= Yehuda ben Moshe =

Yehuda ben Moshe ha-Kohen lived during the 13th century and became the personal physician of King Alfonso X of Castile.

He also excelled as an astronomer and was a prominent translator and writer at the Toledo School of Translators where he translated important scientific works from Arabic and Hebrew into Castilian.

He was the Rabbi of the Synagogue of Toledo, and one of the most influential personalities of the Jewish community in the city at that time.

== Works ==

As a member of the School of Translators he helped Alvaro de Oviedo translate the version of Ibn Aben Ragel's Liber de Judiciis Astrologiae (Libro conplido en los iudizios de las estrellas), a treatise on judicial astrology that was used by Edigio de Tebladis de Parma and Pietro de Reggio.

He also translated the Lapidario, helped by the Christian Garci Pérez, and the famous Alfonsine tables, compiled by Isaac ibn Sid, that provided data for computing the position of the Sun, Moon and planets relative to the fixed stars.

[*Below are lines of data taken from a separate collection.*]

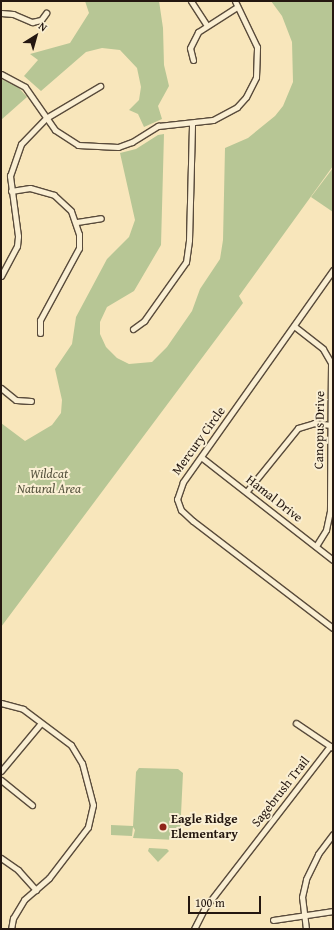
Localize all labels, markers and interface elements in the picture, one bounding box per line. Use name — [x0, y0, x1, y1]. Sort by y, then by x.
north arrow — [16, 16, 56, 56]
text: N — [35, 18, 51, 35]
street label: Canopus Drive — [312, 391, 328, 469]
street label: Mercury Circle — [169, 404, 229, 478]
park label: Wildcat Natural Area — [17, 467, 81, 498]
street label: Hamal Drive — [243, 472, 305, 526]
street label: Sagebrush Trail — [249, 754, 313, 830]
place label: Eagle Ridge Elementary — [171, 812, 238, 843]
marker: Eagle Ridge Elementary — [158, 822, 168, 832]
scale bar — [190, 888, 263, 914]
text: 100 m — [195, 894, 225, 911]

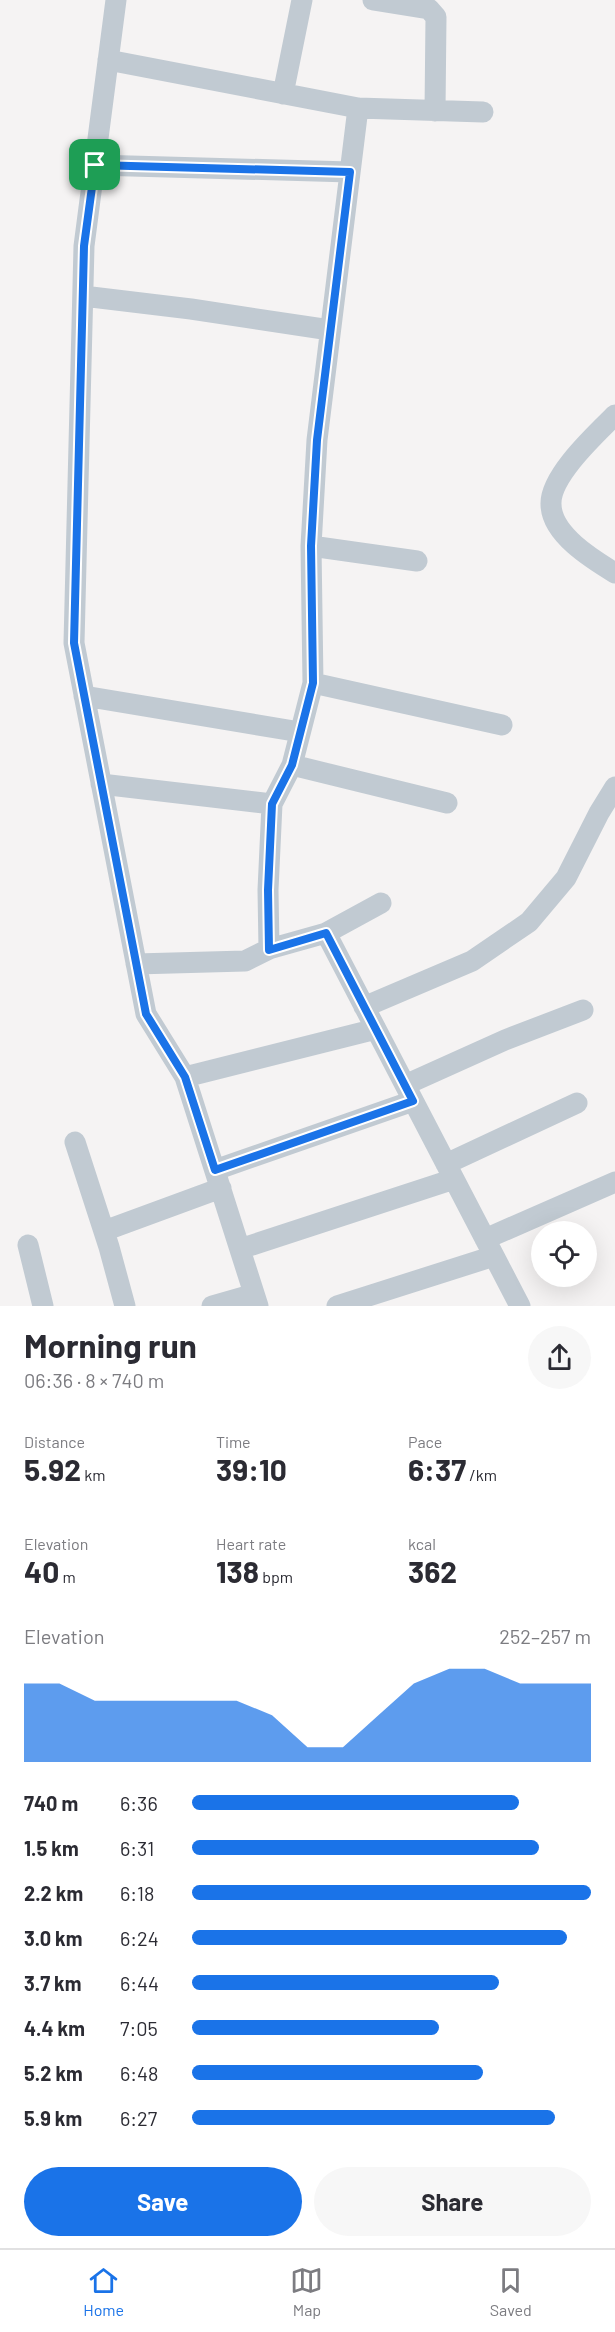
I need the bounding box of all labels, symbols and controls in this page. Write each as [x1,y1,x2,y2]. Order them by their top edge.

Other works attributed to him are the Tratado de la açafeha into Latin, Tetrabiblon or Quatriparito (Ptolemy), 15 treatises on astrology (effects of stars on man and properties of 360 stones with which to ward off negative astral influences), the IIII libros de las estrellas de la ochaua espera, the Libro de las cruces and the Libros del saber de Astronomía.

== Mission to Portugal ==
The Crown Prince of Portugal, Denis of Portugal, had fallen ill with no physician being able to diagnose his malady. The king's priest had convinced the King that he was being punished by God for employing Jewish officials in his government. As a result, it was feared that both Christian kingdoms of Portugal and Spain, which were on the verge of forming an alliance, would change their attitude towards the Jews and would decree their expulsion.

Legend has it that Yehuda ben Moshe decided to take the initiative and traveled to Portugal, where he gained access to the patient and came to the conclusion that the ailing prince was suffering from a blood-clot. Yehuda performed a very difficult operation that turned out successfully, saving the life of the Prince. In this way, he succeeded in counteracting the threatened deportation of Jews from Spain and Portugal.